• **Task to carry out**: Whenever a line in the entries below contains "Seasons", copy that line.

• **Data section**:
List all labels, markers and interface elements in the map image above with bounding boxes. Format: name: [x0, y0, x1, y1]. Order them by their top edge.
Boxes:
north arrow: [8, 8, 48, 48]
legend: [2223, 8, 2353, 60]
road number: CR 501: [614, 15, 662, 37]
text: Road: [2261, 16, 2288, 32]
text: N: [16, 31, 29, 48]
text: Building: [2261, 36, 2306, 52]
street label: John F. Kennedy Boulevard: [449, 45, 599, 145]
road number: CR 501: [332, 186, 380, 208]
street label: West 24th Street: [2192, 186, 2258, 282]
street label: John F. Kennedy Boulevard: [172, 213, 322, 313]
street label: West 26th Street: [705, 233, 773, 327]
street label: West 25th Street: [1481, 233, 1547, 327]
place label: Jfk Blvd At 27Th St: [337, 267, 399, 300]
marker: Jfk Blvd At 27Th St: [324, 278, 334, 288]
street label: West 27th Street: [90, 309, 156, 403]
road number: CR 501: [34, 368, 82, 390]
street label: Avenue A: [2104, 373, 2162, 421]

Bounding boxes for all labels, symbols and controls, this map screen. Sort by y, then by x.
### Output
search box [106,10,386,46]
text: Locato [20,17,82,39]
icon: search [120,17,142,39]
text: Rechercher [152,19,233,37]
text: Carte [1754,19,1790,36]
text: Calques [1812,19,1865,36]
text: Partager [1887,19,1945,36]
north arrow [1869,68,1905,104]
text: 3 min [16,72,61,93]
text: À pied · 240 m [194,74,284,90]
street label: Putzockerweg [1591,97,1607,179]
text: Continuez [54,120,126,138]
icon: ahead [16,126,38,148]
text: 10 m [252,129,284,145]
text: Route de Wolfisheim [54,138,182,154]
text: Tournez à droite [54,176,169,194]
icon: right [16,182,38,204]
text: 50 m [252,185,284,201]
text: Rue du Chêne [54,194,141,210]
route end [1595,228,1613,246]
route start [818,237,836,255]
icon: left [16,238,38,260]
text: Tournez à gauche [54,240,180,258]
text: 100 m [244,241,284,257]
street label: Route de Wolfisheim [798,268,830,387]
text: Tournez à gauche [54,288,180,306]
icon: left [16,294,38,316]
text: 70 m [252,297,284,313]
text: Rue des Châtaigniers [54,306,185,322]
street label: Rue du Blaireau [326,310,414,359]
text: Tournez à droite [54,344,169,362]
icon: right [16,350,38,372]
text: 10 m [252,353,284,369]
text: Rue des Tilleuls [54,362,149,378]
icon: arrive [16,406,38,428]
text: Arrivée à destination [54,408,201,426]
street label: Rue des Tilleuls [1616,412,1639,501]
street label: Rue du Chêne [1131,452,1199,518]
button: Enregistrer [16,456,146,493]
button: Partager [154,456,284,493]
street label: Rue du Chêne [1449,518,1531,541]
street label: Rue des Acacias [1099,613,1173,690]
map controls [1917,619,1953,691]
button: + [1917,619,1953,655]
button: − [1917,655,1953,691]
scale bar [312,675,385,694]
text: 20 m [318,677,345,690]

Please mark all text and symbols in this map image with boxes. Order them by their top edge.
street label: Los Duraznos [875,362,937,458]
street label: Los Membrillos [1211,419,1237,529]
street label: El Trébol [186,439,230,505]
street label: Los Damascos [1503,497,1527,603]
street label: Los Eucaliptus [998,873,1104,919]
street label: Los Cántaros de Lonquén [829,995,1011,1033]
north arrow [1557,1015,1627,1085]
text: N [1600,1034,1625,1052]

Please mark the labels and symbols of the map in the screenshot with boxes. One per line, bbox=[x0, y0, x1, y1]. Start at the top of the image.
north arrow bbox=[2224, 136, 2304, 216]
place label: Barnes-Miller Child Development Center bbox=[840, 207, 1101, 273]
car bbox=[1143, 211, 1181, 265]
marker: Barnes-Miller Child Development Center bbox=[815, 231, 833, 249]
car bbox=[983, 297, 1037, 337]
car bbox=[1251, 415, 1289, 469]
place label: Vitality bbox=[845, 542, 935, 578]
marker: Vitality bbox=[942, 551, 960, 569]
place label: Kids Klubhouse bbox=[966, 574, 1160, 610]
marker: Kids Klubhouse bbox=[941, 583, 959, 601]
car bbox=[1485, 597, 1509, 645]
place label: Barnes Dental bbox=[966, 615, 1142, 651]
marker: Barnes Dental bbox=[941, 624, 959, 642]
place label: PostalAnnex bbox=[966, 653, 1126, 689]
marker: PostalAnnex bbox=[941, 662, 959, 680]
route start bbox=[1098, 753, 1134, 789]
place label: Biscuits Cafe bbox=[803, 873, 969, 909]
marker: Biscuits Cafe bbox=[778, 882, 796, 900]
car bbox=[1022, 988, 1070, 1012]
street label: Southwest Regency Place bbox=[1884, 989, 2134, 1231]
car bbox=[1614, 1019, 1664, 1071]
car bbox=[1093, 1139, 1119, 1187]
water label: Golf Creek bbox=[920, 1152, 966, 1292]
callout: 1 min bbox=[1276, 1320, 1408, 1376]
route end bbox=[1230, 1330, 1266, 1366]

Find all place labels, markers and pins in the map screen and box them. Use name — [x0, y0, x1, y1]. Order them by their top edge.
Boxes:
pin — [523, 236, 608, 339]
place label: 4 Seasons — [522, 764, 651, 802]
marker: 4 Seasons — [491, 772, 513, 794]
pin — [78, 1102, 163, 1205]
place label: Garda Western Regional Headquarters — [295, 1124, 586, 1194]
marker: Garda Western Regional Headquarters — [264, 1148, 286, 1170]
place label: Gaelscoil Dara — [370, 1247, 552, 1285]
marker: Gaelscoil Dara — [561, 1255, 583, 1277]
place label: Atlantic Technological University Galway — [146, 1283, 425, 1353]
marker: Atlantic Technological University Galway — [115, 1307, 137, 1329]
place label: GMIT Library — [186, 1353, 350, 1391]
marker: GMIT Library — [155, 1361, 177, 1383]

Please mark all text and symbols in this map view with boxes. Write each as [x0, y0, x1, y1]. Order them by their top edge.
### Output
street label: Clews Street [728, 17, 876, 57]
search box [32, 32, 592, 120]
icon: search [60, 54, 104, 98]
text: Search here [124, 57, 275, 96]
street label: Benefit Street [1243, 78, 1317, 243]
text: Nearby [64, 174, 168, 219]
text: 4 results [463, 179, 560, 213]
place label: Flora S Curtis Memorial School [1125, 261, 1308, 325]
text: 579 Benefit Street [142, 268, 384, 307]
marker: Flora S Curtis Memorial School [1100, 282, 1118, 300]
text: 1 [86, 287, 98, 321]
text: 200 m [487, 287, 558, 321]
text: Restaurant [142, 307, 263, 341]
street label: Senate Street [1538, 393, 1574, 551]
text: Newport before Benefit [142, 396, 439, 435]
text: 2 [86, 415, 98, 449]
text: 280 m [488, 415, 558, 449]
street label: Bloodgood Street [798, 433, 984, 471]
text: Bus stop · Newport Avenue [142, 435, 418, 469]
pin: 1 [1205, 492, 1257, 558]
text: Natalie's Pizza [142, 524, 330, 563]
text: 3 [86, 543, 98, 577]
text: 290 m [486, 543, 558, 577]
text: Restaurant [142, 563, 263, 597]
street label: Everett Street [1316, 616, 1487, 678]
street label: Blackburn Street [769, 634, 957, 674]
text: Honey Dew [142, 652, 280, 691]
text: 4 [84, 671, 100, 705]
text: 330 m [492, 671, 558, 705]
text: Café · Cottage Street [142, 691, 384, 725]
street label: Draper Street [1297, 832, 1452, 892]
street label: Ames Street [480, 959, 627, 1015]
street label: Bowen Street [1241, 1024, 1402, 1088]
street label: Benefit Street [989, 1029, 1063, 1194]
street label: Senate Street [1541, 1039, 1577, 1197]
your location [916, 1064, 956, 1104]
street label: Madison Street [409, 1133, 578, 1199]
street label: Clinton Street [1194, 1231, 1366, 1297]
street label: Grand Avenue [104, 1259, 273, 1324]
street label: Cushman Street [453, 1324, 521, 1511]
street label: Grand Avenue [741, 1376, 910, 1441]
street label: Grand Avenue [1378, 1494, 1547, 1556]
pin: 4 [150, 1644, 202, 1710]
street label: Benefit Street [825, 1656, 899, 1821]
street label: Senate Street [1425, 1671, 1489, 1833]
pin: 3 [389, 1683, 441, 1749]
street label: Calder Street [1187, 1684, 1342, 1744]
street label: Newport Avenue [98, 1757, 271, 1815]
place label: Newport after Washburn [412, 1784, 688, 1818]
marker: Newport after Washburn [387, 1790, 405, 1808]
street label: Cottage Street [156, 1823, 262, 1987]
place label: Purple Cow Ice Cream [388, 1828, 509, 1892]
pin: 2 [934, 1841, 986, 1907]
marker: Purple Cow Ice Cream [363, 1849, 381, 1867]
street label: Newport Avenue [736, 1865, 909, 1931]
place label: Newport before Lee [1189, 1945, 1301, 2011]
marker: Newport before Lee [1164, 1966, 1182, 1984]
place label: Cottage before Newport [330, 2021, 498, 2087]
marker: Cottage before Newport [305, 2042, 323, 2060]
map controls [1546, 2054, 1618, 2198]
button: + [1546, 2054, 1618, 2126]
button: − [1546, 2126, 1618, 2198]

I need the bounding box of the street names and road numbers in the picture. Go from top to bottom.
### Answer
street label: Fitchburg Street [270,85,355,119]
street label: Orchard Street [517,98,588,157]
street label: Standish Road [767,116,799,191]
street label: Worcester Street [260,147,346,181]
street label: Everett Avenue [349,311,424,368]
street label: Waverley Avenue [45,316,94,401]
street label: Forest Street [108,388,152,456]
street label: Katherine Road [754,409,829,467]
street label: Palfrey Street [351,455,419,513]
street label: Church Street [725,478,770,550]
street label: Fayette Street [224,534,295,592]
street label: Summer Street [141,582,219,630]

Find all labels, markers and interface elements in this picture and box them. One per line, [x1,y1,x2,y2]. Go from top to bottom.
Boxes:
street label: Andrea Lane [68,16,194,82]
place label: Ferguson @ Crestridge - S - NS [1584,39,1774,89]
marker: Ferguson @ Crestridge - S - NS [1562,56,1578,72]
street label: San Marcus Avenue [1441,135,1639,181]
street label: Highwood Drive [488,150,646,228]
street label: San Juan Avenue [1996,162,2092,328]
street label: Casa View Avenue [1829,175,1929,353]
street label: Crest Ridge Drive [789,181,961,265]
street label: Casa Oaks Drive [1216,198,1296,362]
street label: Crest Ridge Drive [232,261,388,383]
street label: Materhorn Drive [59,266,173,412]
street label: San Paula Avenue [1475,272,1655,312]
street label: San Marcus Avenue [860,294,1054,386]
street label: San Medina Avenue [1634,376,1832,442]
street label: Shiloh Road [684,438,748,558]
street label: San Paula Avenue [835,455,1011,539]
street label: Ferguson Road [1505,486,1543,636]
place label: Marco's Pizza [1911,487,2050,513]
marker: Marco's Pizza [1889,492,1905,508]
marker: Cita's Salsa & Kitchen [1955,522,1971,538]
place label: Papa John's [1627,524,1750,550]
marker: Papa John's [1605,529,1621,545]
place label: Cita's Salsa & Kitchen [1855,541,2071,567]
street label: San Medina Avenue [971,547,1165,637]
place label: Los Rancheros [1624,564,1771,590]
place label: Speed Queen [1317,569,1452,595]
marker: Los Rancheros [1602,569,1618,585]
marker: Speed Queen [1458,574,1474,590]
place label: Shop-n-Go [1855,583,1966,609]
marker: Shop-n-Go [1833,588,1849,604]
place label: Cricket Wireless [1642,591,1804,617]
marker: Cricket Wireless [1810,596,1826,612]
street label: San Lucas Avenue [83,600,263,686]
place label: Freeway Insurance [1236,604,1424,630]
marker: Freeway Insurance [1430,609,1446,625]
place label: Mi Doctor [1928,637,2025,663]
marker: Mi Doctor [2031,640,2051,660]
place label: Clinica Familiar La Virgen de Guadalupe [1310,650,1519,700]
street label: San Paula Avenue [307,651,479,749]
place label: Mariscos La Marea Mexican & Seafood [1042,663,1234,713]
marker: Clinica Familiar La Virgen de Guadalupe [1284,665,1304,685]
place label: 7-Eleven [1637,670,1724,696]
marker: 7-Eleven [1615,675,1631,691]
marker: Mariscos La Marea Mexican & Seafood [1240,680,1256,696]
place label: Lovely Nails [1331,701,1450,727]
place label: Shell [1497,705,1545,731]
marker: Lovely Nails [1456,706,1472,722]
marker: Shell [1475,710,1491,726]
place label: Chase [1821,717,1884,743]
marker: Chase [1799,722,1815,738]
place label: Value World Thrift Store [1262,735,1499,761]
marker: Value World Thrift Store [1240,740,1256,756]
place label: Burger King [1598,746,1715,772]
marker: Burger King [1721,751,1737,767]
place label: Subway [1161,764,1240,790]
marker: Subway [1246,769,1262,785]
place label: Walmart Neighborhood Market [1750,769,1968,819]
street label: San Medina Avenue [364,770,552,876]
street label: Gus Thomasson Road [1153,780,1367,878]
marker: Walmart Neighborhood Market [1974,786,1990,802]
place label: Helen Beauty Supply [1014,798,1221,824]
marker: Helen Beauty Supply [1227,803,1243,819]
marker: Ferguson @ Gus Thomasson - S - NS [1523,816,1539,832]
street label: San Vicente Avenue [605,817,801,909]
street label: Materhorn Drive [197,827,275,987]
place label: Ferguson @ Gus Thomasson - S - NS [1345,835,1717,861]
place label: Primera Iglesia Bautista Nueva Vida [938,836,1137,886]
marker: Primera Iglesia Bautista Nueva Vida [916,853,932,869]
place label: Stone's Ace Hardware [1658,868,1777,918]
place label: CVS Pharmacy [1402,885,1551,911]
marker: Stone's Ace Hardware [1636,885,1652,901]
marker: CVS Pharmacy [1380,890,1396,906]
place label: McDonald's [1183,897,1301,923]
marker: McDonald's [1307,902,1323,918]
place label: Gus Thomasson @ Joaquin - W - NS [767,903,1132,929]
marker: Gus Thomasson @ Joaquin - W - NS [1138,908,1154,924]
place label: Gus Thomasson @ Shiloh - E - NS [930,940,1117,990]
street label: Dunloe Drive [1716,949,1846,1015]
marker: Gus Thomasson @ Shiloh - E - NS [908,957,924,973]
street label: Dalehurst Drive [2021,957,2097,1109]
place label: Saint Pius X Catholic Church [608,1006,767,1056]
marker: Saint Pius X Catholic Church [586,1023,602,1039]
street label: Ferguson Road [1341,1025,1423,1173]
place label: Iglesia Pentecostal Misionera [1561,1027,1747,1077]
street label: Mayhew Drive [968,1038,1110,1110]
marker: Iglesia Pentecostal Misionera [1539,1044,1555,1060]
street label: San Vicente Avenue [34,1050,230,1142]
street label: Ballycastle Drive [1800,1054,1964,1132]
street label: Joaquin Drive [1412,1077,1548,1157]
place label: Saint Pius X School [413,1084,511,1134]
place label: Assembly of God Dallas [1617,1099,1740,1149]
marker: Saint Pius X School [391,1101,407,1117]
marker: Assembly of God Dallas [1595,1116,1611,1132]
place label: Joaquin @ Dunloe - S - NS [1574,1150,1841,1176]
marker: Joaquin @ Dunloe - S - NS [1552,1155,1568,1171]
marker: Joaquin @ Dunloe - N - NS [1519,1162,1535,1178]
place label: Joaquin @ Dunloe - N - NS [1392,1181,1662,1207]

• **Your solution**:
place label: 4 Seasons — [522, 764, 651, 802]
marker: 4 Seasons — [491, 772, 513, 794]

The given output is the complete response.